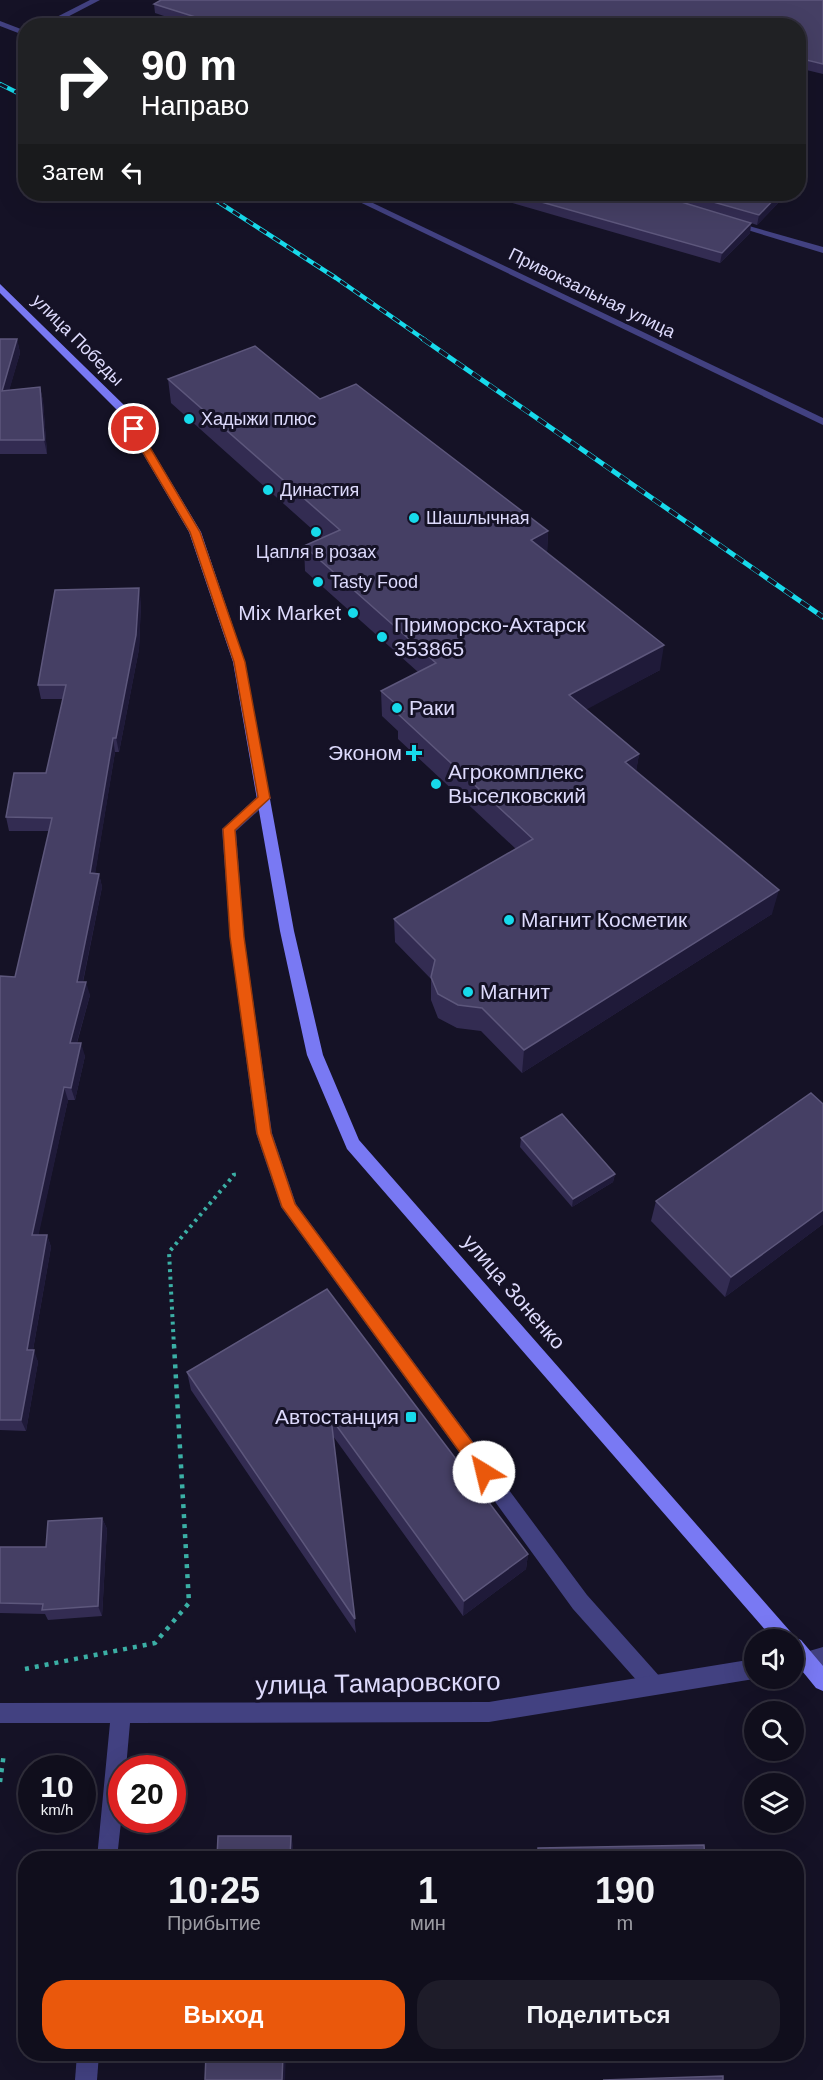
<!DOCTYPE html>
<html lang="ru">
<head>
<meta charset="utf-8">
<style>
  :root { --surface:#100e1c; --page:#1e1c29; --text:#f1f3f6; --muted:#9c9ca3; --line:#302e3b; --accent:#ea580c }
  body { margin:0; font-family:Helvetica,sans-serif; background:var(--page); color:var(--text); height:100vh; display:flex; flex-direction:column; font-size:22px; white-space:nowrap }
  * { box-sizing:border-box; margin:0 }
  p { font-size:20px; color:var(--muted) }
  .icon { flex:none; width:33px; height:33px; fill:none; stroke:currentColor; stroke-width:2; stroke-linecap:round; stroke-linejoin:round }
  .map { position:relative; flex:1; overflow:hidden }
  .panel { position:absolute; left:18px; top:1851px; width:786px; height:210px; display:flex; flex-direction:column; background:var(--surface); border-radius:24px; box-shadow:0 6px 24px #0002,0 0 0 2px var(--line) }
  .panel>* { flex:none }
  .hud { position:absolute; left:18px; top:18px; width:788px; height:183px; border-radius:24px; box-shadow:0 6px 24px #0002,0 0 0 2px var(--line); background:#202124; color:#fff; overflow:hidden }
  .tools { position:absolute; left:744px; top:1629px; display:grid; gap:12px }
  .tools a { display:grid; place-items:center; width:60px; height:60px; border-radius:50%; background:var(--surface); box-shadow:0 6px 24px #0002,0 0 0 2px var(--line); font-size:30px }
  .speed { position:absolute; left:18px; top:1755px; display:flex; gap:12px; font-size:30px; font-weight:700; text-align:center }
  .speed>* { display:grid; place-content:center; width:78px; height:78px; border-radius:50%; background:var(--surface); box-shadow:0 6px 24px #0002,0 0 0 2px var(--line); line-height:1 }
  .speed small { font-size:15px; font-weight:400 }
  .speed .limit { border:9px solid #d22; background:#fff; color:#111 }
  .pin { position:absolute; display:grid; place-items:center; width:51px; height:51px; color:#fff; margin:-26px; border:3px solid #fff; border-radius:50%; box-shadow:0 2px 6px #0007 }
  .me { position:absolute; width:66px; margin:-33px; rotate:324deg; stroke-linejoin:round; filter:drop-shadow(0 0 4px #0008) }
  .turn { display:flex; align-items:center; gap:21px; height:126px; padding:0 24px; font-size:27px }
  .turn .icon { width:78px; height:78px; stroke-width:2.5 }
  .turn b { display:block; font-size:42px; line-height:51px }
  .then { display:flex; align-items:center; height:57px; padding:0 24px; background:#0003; gap:12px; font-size:22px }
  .eta { display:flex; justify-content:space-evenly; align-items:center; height:102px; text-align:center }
  .eta b { font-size:36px; font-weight:800; line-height:42px }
  .primary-button { display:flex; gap:12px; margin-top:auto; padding:12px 24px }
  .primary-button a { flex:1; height:69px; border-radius:24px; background:var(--accent); color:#fff; font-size:24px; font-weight:800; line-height:69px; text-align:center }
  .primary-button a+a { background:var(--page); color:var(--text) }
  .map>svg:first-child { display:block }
</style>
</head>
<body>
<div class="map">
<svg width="823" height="2080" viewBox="0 0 823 2080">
  <rect width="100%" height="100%" fill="#151226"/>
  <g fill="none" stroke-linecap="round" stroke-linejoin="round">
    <path stroke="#3bafa5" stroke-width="4" stroke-dasharray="3 4.5" stroke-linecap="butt" d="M174 1347 169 1252 234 1175 233 1169"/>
    <g stroke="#3bafa5" stroke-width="4.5" stroke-dasharray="4 6" stroke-linecap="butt">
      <path d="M25 1669 155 1643 189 1603 174 1345"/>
      <path d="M0 1782 4 1753"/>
    </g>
    <g fill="#424181" fill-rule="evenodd">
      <path d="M264 793 269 795 271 798 269 801 236 831 244 937 272 1133 296 1204 587 1595 661 1678 664 1685 661 1692 654 1695 647 1692 573 1609 281 1207 256 1133 230 937 222 829 259 795Z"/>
      <path d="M823 1647V1667L806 1671 799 1668 796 1661 799 1654Z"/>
    </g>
    <g fill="#424181" fill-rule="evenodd">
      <path d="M90 0H100L50 26H39Z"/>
      <path d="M0 21 26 31V36L0 26Z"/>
      <path d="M343 194H354L823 418V425Z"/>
      <path d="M728 220 823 247V253L728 224Z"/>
      <path d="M754 1659V1679L489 1722 130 1723 126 1768H122V1813L117 1858H97L110 1723H0V1703L489 1702Z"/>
      <path d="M77 2054H99L97 2080H75Z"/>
    </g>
    <path fill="#7979f3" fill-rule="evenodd" d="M0 284 126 407 201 532 245 662 294 931 323 1055 359 1140 796 1638 801 1640 823 1666V1691L816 1688 794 1661V1640H774L347 1149 307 1055 280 931 233 662 189 532 118 411 0 293Z"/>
    <defs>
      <g id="rail-far1">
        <path d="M0 84 26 97"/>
        <path d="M206 194 336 278 425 340"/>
      </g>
      <path id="rail" d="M423 339 823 617"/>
    </defs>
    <use href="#rail-far1" stroke="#17daeb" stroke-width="4.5"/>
    <use href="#rail" stroke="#17daeb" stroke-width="5"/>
    <use href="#rail-far1" stroke="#151226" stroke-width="3" stroke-dasharray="8" stroke-linecap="butt"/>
    <use href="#rail" stroke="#151226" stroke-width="4" stroke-dasharray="10" stroke-linecap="butt"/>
  </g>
  <g fill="#332c52">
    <path d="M823 0V74L798 68V26H194L155 13 154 4Z"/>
    <path d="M488 194H787L757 225 751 223 750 233 720 263 488 196Z"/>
    <path d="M0 339H17L20 353 9 390 40 387 43 401 47 454H0Z"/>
    <path d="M168 379 320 399 548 531 547 553 660 670 586 709 639 754 636 771 772 914 522 1073 481 1031 457 1028 438 1018 431 1000V979L395 942 394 919 516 849 398 739V731L382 716 381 691 418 672 305 571 304 546 322 538 171 403Z"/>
    <path d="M141 602 139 649 119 752H115L95 873 99 874 102 887 83 982 90 995 77 1043 85 1056 75 1100H68L38 1235H47L51 1247 33 1350 38 1362 26 1431 0 1430V976L15 977 49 831H9L6 817 46 773 63 699H41L38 685Z"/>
    <path d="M823 1104V1224L725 1297 651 1221 656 1201Z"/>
    <path d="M521 1138 615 1174 613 1182 572 1207 520 1147Z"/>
    <path d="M327 1289 528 1554 526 1569 463 1616 333 1436 356 1633 191 1390 187 1372Z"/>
    <path d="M102 1518 107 1529 102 1616 48 1620 45 1614 0 1613V1547H46Z"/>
    <path d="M538 1848 705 1858H536Z"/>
  </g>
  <g fill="#1f1a39">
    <path d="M779 194H787L757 225 759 215Z"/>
    <path d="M751 223 750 233 720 263 722 253Z"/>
    <path d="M17 339 20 353 5 405 2 391Z"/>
    <path d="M40 387 43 401 47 454 44 440Z"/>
    <path d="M548 531 547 556 531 540Z"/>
    <path d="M139 588 141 602 139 649 119 752 116 738Z"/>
    <path d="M664 645 660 670 567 720 569 695Z"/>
    <path d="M113 738 115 752 93 887 90 873Z"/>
    <path d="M639 754 635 778 625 762Z"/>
    <path d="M99 874 102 887 80 995 77 982Z"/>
    <path d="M779 890 772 914 522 1073 524 1050Z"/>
    <path d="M86 982 90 995 73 1056 70 1043Z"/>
    <path d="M81 1043 85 1056 75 1100 71 1088Z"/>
    <path d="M64 1087 68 1100 36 1247 32 1235Z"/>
    <path d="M615 1174 613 1182 572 1207 573 1199Z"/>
    <path d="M823 1210V1224L725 1297 731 1277Z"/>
    <path d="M47 1235 51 1247 31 1361 27 1350Z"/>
    <path d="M34 1350 38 1362 26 1431 21 1420Z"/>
    <path d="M102 1518 107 1529 102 1616 98 1606Z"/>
    <path d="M528 1554 526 1569 463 1616 464 1601Z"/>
    <path d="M291 1836 293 1845V1858H290Z"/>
    <path d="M283 2054H286L285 2080H282Z"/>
  </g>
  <g fill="#453f64" stroke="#5d577c" stroke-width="1.5">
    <path d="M161 0H823V64L798 58V26H224L154 4Z"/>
    <path d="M513 194H655L751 223 722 253Z"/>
    <path d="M685 194H779L759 215Z"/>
    <path d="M0 339H17L2 391 40 387 44 440H0Z"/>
    <path d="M255 346 320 399 356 384 548 531 531 540 664 645 569 695 639 754 625 762 779 890 524 1050 482 1008 458 1005 438 994 431 977 435 960 394 919 533 839 398 714 404 711 381 691 436 663 304 546 340 530 168 379Z"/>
    <path d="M139 588 136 635 116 738H113L90 873 99 874 77 982H86L70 1043H81L71 1088 64 1087 32 1235H47L27 1350H34L21 1420H0V976L15 977 52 818 6 817 14 773H46L66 685H38L55 590Z"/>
    <path d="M811 1093 823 1104V1210L731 1277 656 1201Z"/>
    <path d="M562 1114 615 1174 573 1199 521 1138Z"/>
    <path d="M327 1289 528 1554 464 1601 331 1418 355 1619 187 1372Z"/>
    <path d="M102 1518 98 1606 42 1610 43 1604 0 1603V1547H46L48 1521Z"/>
    <path d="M218 1836H291L290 1858H217Z"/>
    <path d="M704 1845 705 1858H538V1848Z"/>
    <path d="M206 2054H283L282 2080H205Z"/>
    <path d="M723 2076V2080H603Z"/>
  </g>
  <path fill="#ea580c" stroke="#983908" stroke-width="1.5" d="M130 427 139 429 200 532 245 662 270 798 235 830 244 937 271 1133 295 1204 490 1466 492 1472 490 1477 484 1479 478 1477 282 1207 257 1133 230 937 223 829 258 797 234 662 190 532 129 429Z"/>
  <g fill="#17daeb" stroke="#151226" stroke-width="2">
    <circle cx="189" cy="419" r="6"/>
    <circle cx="268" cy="490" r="6"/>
    <circle cx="414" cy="518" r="6"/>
    <circle cx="316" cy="532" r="6"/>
    <circle cx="318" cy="582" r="6"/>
    <circle cx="353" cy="613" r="6"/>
    <circle cx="382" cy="637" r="6"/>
    <circle cx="397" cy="708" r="6"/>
    <path d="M411 744h6v6h6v6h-6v6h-6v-6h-6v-6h6z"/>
    <circle cx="436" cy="784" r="6"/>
    <circle cx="509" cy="920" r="6"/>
    <circle cx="468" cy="992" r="6"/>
    <rect x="405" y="1411" width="12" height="12" rx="3"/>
  </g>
  <g text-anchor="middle" stroke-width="6" stroke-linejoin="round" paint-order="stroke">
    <g font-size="18" fill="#dddafc" stroke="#151226">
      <text transform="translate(592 293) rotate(26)" y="6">Привокзальная улица</text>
      <text transform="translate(78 340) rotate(45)" y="6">улица Победы</text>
    </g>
    <g font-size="18" fill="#dddafc" stroke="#151226" text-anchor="start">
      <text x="201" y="425">Хадыжи плюс</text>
      <text x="280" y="496">Династия</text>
      <text x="426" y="524">Шашлычная</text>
      <text x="316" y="558" text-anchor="middle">Цапля в розах</text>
      <text x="330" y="588">Tasty Food</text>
    </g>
    <g font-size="21" fill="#dddafc" stroke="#151226" text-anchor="start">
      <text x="341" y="620" text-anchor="end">Mix Market</text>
      <text x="394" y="632">Приморско-Ахтарск<tspan x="394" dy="24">353865</tspan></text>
      <text x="409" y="715">Раки</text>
      <text x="402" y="760" text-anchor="end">Эконом</text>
      <text x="448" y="779">Агрокомплекс<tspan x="448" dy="24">Выселковский</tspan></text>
      <text x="521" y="927">Магнит Косметик</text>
      <text x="480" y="999">Магнит</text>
      <text x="399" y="1424" text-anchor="end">Автостанция</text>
    </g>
    <g font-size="21" fill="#dddafc" stroke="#151226">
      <text transform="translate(514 1292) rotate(49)" y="7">улица Зоненко</text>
    </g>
    <g font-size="26" fill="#dddafc" stroke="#151226">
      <text transform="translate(378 1683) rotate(-1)" y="9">улица Тамаровского</text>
    </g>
  </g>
</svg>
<div class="tools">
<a><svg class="icon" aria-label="sound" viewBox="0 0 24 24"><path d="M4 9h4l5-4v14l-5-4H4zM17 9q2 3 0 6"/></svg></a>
<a><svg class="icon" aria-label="search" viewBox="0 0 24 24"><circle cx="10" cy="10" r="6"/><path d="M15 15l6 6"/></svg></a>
<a><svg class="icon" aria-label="layers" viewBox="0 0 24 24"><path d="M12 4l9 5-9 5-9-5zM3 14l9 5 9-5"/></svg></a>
</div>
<div class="speed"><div>10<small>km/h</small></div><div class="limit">20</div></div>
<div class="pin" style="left:134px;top:429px;background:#d93025"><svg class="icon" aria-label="arrive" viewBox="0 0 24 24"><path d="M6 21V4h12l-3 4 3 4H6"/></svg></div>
<svg class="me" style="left:484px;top:1472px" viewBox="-20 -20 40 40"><circle r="19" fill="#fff"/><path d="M0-13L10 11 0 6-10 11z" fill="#ea580c"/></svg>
<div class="hud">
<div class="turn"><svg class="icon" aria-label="right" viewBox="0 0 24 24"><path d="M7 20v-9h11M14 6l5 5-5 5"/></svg><div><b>90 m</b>Направо</div></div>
<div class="then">Затем<svg class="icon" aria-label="left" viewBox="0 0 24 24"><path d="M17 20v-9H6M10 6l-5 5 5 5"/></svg></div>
</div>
<section class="panel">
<div class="eta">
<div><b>10:25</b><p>Прибытие</p></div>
<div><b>1</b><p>мин</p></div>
<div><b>190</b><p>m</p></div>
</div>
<div class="primary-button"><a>Выход</a><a>Поделиться</a></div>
</section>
</div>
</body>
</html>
.....
▸ Directions: Go through the material above line by line and state how many lines contain "none". Give only the number.

▸ Solution to this task: 3